肝臓は健康を維持するうえでとても重要な器官です。アルコールや有害物質の分解のほか、胃や腸で吸収された栄養素を体に必要な成分に変えて貯蔵したり、脂肪の消化・吸収に必要な胆汁の生成や分泌を行ったりするなど、500種類以上の代謝反応が行われています。
日本人間ドック学会の調査によると、人間ドックで肝機能異常が見つかる件数は年々増え続け、1984年は受診者の9.6%でしたが、2012年では32.4%となっています。
健診で見つかる肝機能異常の多くは、脂肪肝によるものと言われています。脂肪肝とは、肝細胞に中性脂肪が溜まって肝機能が低下してしまう病気です。その原因は、食べ過ぎや飲み過ぎ、運動不足からくる肥満、糖尿病などが挙げられます。
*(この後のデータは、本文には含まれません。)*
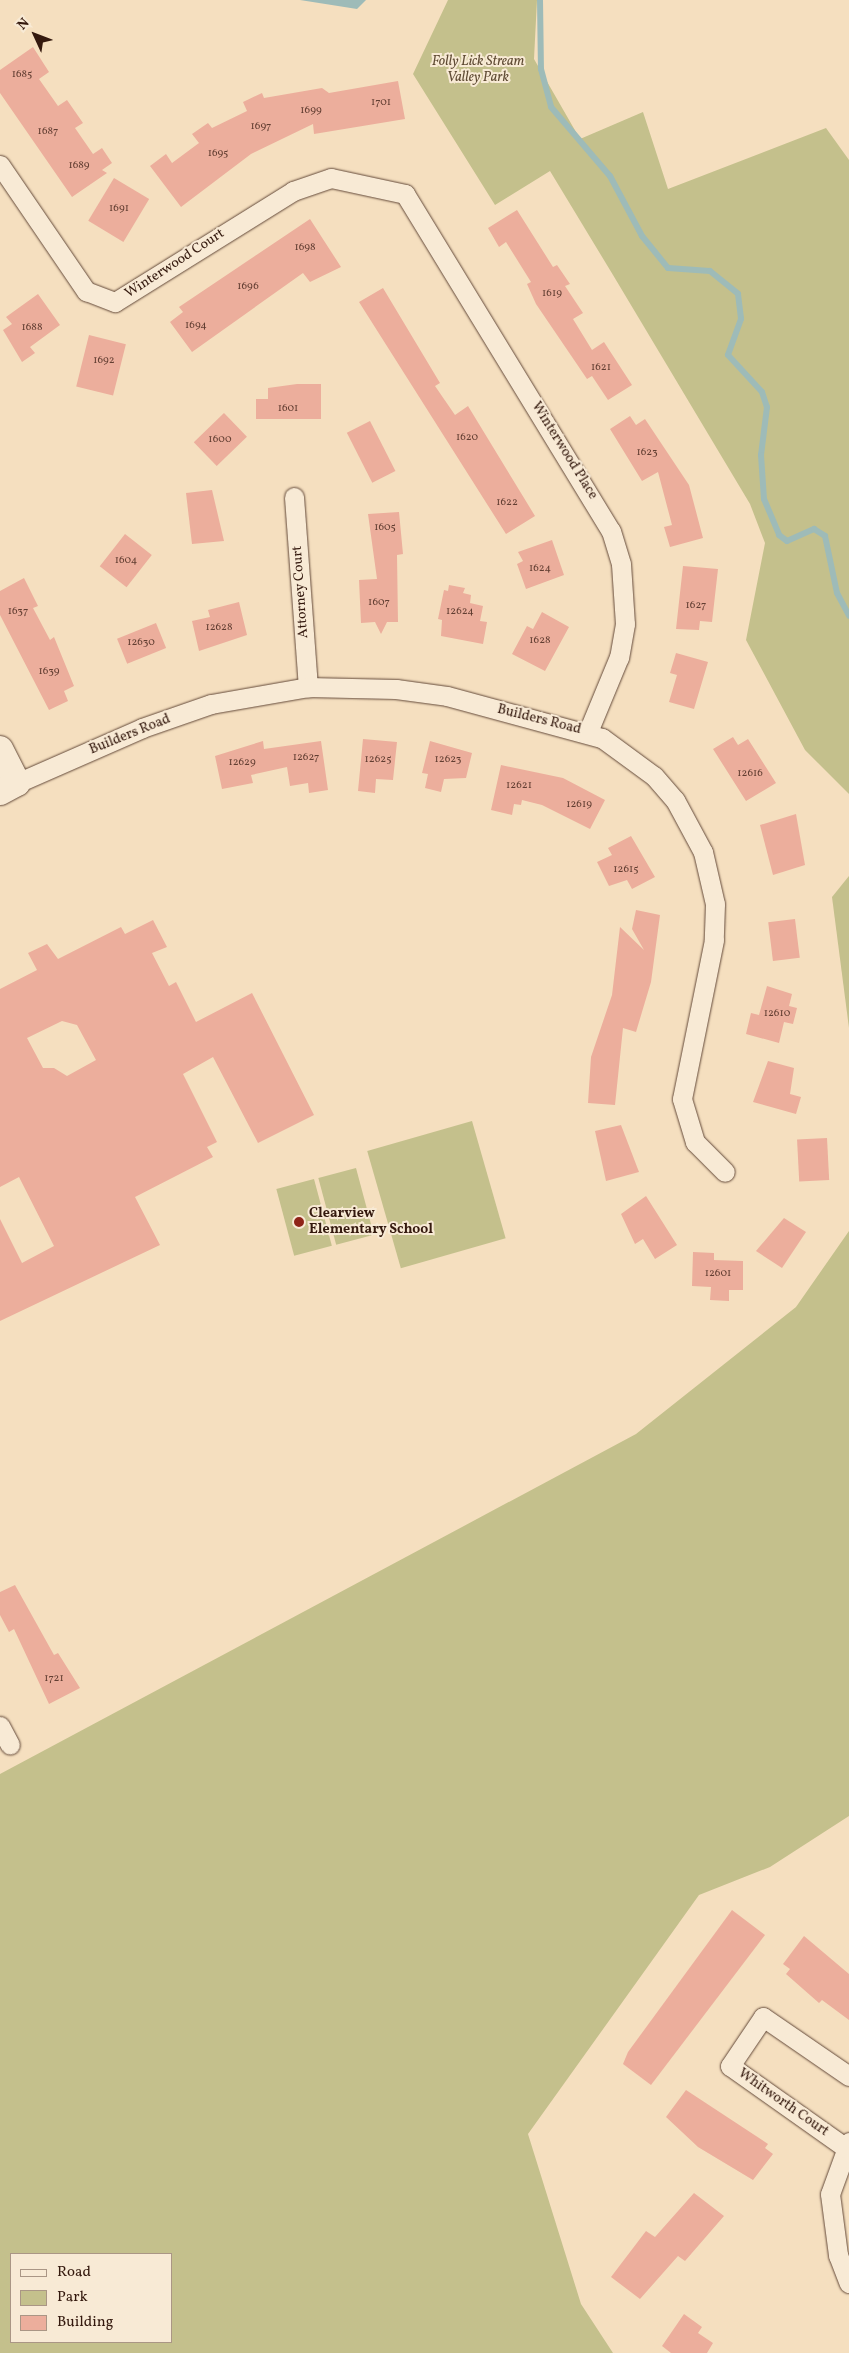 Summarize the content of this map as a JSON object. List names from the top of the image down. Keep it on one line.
{"streets":{"street":["Winterwood Court","Winterwood Place","Attorney Court","Builders Road","Whitworth Court"]},"crossings":[["Winterwood Court","Winterwood Place"],["Winterwood Place","Builders Road"],["Attorney Court","Builders Road"]],"parks":["Folly Lick Stream Valley Park"],"places":["Clearview Elementary School"],"house_numbers":["1685","1701","1699","1697","1687","1695","1689","1691","1698","1696","1619","1694","1688","1692","1621","1601","1620","1600","1623","1622","1605","1604","1624","1607","1627","1637","12624","12628","1628","12630","1639","12627","12625","12623","12629","12616","12621","12619","12615","12610","12601","1721"],"legend":["Road","Park","Building"],"north":"top left"}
飲酒が原因の「アルコール性脂肪肝炎」も、お酒をあまり飲まなくてもかかる「非アルコール性脂肪肝炎」も進行すると肝硬変や肝臓がんに至ることもあります。
※なお、日本では肝炎ウイルスの慢性感染による肝臓がんが9割を占めていますが、普段からの健康管理は大切です。
肝臓のはたらきは日頃の生活習慣に左右されやすいものですが、肝臓は予備能力が非常に高く、多少の障害があっても正常に機能し続けます。しかも、痛みなどの自覚症状が現れにくい「沈黙の臓器」のため、気づかないうちに病状が悪化してしまうのです。
適度な運動と休養、規則正しい生活、バランスの良い食事を心がけて肝臓を守りましょう。
肝臓が元気でいるためには、良質のたんぱく質とビタミンやミネラルの摂取を心がけましょう。良質なたんぱく質は、肉類や魚介類、大豆製品、卵、乳製品から、ビタミンやミネラルは、緑黄色野菜や海草類、きのこ類から摂取できます。また、肝臓の解毒作用を強める食品として、アサリやシジミなどの貝類、タコやエビなどがあります。
なお、脂質や糖質は控えめに。過剰な脂質や糖質は肥満や脂肪肝を招きます。
味付けは薄味を心がけ、塩分の摂りすぎに注意する
揚げ物の衣は薄付きにするなど、吸油量を抑える
糖分を多量に含む清涼飲料水を飲み過ぎない
外食では、食材の種類が多い物を選ぶ
肝臓の解毒作用に負担をかける加工食品、レトルト食品、スナック菓子、インスタント食品等は避ける
しじみ、エビ、鶏もも肉のほか、パプリカやアスパラガスなどの野菜をフライパンで炒めた後、炊飯器を使ってパエリア風に仕上げる一品です。昔から肝臓に良いと言い伝えられてきたしじみには、胆汁の排泄を促して肝臓の解毒作用を活発化するメチオニンやシスチン、タウリンが含まれています。また、肝機能をサポートする食材として、タウリンが豊富なエビ、良質なたんぱく質を含む鶏もも肉を取り入れました。